(Stored items)
========================
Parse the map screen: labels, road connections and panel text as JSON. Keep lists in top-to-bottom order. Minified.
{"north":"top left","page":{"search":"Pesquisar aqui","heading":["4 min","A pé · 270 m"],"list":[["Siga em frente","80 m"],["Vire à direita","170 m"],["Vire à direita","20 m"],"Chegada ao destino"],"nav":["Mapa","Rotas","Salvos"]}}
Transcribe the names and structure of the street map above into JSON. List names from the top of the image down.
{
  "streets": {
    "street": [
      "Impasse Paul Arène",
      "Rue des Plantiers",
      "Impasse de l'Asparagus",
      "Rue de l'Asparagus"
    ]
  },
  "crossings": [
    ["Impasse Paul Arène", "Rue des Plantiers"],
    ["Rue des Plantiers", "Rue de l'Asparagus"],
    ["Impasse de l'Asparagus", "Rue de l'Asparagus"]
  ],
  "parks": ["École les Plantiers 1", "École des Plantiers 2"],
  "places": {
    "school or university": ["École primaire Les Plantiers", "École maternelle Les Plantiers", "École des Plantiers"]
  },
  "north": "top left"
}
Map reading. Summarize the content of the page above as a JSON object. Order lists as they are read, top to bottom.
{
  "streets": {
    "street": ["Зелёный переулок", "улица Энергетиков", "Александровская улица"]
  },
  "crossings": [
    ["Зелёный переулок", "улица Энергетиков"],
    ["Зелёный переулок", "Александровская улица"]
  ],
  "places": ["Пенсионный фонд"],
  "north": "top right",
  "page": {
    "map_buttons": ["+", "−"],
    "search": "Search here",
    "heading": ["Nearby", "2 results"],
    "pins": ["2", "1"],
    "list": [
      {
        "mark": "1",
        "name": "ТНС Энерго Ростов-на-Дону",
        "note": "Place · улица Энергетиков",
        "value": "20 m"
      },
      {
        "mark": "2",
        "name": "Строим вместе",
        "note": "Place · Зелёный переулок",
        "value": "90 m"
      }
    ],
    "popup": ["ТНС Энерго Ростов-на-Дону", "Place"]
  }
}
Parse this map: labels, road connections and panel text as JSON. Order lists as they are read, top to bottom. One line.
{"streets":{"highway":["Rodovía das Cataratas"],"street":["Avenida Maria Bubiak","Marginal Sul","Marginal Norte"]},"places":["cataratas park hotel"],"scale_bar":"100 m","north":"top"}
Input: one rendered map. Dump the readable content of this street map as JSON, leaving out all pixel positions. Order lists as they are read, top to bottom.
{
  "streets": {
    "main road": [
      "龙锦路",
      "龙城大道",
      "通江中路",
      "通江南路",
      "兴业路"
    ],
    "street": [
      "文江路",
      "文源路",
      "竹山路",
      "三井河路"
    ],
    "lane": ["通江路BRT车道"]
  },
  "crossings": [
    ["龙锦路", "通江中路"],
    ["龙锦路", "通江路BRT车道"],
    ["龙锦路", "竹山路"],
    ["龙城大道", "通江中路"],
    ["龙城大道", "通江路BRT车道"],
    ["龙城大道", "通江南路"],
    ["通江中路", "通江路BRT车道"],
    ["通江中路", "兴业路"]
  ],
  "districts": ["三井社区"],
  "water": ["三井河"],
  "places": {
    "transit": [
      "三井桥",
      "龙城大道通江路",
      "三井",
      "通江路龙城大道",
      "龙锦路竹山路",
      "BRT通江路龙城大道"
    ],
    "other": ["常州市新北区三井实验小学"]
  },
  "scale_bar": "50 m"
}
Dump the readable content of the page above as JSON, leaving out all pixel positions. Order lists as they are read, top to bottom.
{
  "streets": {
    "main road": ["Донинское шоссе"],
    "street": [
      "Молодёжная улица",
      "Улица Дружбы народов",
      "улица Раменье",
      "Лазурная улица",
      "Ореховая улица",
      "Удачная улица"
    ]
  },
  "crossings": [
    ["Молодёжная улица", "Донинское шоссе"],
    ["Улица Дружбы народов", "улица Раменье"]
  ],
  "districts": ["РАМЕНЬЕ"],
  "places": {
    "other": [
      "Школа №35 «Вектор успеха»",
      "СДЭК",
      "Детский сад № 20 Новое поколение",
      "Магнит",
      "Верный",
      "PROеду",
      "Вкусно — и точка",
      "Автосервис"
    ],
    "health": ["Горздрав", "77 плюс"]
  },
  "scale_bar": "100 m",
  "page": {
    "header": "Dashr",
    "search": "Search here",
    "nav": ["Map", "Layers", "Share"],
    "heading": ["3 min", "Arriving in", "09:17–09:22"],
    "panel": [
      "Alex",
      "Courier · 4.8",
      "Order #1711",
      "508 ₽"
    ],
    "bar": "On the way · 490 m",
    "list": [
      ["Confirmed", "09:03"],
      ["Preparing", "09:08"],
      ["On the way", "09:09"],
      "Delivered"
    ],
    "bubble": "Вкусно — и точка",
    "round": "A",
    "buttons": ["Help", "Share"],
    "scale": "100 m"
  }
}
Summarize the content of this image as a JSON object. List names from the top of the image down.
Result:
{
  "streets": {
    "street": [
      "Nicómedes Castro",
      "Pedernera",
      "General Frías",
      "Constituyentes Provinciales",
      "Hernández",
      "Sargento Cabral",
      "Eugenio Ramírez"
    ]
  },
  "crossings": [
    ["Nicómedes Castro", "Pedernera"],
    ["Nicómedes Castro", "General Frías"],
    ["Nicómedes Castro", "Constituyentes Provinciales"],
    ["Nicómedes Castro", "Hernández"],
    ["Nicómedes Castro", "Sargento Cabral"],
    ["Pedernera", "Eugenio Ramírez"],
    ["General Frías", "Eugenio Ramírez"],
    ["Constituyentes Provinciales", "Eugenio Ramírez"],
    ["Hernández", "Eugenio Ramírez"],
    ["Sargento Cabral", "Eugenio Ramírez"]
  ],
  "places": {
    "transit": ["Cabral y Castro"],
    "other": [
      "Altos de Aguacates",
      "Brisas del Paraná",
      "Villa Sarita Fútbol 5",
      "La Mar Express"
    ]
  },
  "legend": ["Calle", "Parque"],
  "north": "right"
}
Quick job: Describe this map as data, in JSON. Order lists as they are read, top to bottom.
========================
## Task directions
What is needed is an exact copy of all the data above.

## Expected answer
Parse the map screen: labels, road connections and panel text as JSON. Keep lists in top-to-bottom order. Minified.
{"north":"top left","page":{"search":"Pesquisar aqui","heading":["4 min","A pé · 270 m"],"list":[["Siga em frente","80 m"],["Vire à direita","170 m"],["Vire à direita","20 m"],"Chegada ao destino"],"nav":["Mapa","Rotas","Salvos"]}}
Transcribe the names and structure of the street map above into JSON. List names from the top of the image down.
{
  "streets": {
    "street": [
      "Impasse Paul Arène",
      "Rue des Plantiers",
      "Impasse de l'Asparagus",
      "Rue de l'Asparagus"
    ]
  },
  "crossings": [
    ["Impasse Paul Arène", "Rue des Plantiers"],
    ["Rue des Plantiers", "Rue de l'Asparagus"],
    ["Impasse de l'Asparagus", "Rue de l'Asparagus"]
  ],
  "parks": ["École les Plantiers 1", "École des Plantiers 2"],
  "places": {
    "school or university": ["École primaire Les Plantiers", "École maternelle Les Plantiers", "École des Plantiers"]
  },
  "north": "top left"
}
Map reading. Summarize the content of the page above as a JSON object. Order lists as they are read, top to bottom.
{
  "streets": {
    "street": ["Зелёный переулок", "улица Энергетиков", "Александровская улица"]
  },
  "crossings": [
    ["Зелёный переулок", "улица Энергетиков"],
    ["Зелёный переулок", "Александровская улица"]
  ],
  "places": ["Пенсионный фонд"],
  "north": "top right",
  "page": {
    "map_buttons": ["+", "−"],
    "search": "Search here",
    "heading": ["Nearby", "2 results"],
    "pins": ["2", "1"],
    "list": [
      {
        "mark": "1",
        "name": "ТНС Энерго Ростов-на-Дону",
        "note": "Place · улица Энергетиков",
        "value": "20 m"
      },
      {
        "mark": "2",
        "name": "Строим вместе",
        "note": "Place · Зелёный переулок",
        "value": "90 m"
      }
    ],
    "popup": ["ТНС Энерго Ростов-на-Дону", "Place"]
  }
}
Parse this map: labels, road connections and panel text as JSON. Order lists as they are read, top to bottom. One line.
{"streets":{"highway":["Rodovía das Cataratas"],"street":["Avenida Maria Bubiak","Marginal Sul","Marginal Norte"]},"places":["cataratas park hotel"],"scale_bar":"100 m","north":"top"}
Input: one rendered map. Dump the readable content of this street map as JSON, leaving out all pixel positions. Order lists as they are read, top to bottom.
{
  "streets": {
    "main road": [
      "龙锦路",
      "龙城大道",
      "通江中路",
      "通江南路",
      "兴业路"
    ],
    "street": [
      "文江路",
      "文源路",
      "竹山路",
      "三井河路"
    ],
    "lane": ["通江路BRT车道"]
  },
  "crossings": [
    ["龙锦路", "通江中路"],
    ["龙锦路", "通江路BRT车道"],
    ["龙锦路", "竹山路"],
    ["龙城大道", "通江中路"],
    ["龙城大道", "通江路BRT车道"],
    ["龙城大道", "通江南路"],
    ["通江中路", "通江路BRT车道"],
    ["通江中路", "兴业路"]
  ],
  "districts": ["三井社区"],
  "water": ["三井河"],
  "places": {
    "transit": [
      "三井桥",
      "龙城大道通江路",
      "三井",
      "通江路龙城大道",
      "龙锦路竹山路",
      "BRT通江路龙城大道"
    ],
    "other": ["常州市新北区三井实验小学"]
  },
  "scale_bar": "50 m"
}
Dump the readable content of the page above as JSON, leaving out all pixel positions. Order lists as they are read, top to bottom.
{
  "streets": {
    "main road": ["Донинское шоссе"],
    "street": [
      "Молодёжная улица",
      "Улица Дружбы народов",
      "улица Раменье",
      "Лазурная улица",
      "Ореховая улица",
      "Удачная улица"
    ]
  },
  "crossings": [
    ["Молодёжная улица", "Донинское шоссе"],
    ["Улица Дружбы народов", "улица Раменье"]
  ],
  "districts": ["РАМЕНЬЕ"],
  "places": {
    "other": [
      "Школа №35 «Вектор успеха»",
      "СДЭК",
      "Детский сад № 20 Новое поколение",
      "Магнит",
      "Верный",
      "PROеду",
      "Вкусно — и точка",
      "Автосервис"
    ],
    "health": ["Горздрав", "77 плюс"]
  },
  "scale_bar": "100 m",
  "page": {
    "header": "Dashr",
    "search": "Search here",
    "nav": ["Map", "Layers", "Share"],
    "heading": ["3 min", "Arriving in", "09:17–09:22"],
    "panel": [
      "Alex",
      "Courier · 4.8",
      "Order #1711",
      "508 ₽"
    ],
    "bar": "On the way · 490 m",
    "list": [
      ["Confirmed", "09:03"],
      ["Preparing", "09:08"],
      ["On the way", "09:09"],
      "Delivered"
    ],
    "bubble": "Вкусно — и точка",
    "round": "A",
    "buttons": ["Help", "Share"],
    "scale": "100 m"
  }
}
Summarize the content of this image as a JSON object. List names from the top of the image down.
Result:
{
  "streets": {
    "street": [
      "Nicómedes Castro",
      "Pedernera",
      "General Frías",
      "Constituyentes Provinciales",
      "Hernández",
      "Sargento Cabral",
      "Eugenio Ramírez"
    ]
  },
  "crossings": [
    ["Nicómedes Castro", "Pedernera"],
    ["Nicómedes Castro", "General Frías"],
    ["Nicómedes Castro", "Constituyentes Provinciales"],
    ["Nicómedes Castro", "Hernández"],
    ["Nicómedes Castro", "Sargento Cabral"],
    ["Pedernera", "Eugenio Ramírez"],
    ["General Frías", "Eugenio Ramírez"],
    ["Constituyentes Provinciales", "Eugenio Ramírez"],
    ["Hernández", "Eugenio Ramírez"],
    ["Sargento Cabral", "Eugenio Ramírez"]
  ],
  "places": {
    "transit": ["Cabral y Castro"],
    "other": [
      "Altos de Aguacates",
      "Brisas del Paraná",
      "Villa Sarita Fútbol 5",
      "La Mar Express"
    ]
  },
  "legend": ["Calle", "Parque"],
  "north": "right"
}
Quick job: Describe this map as data, in JSON. Order lists as they are read, top to bottom.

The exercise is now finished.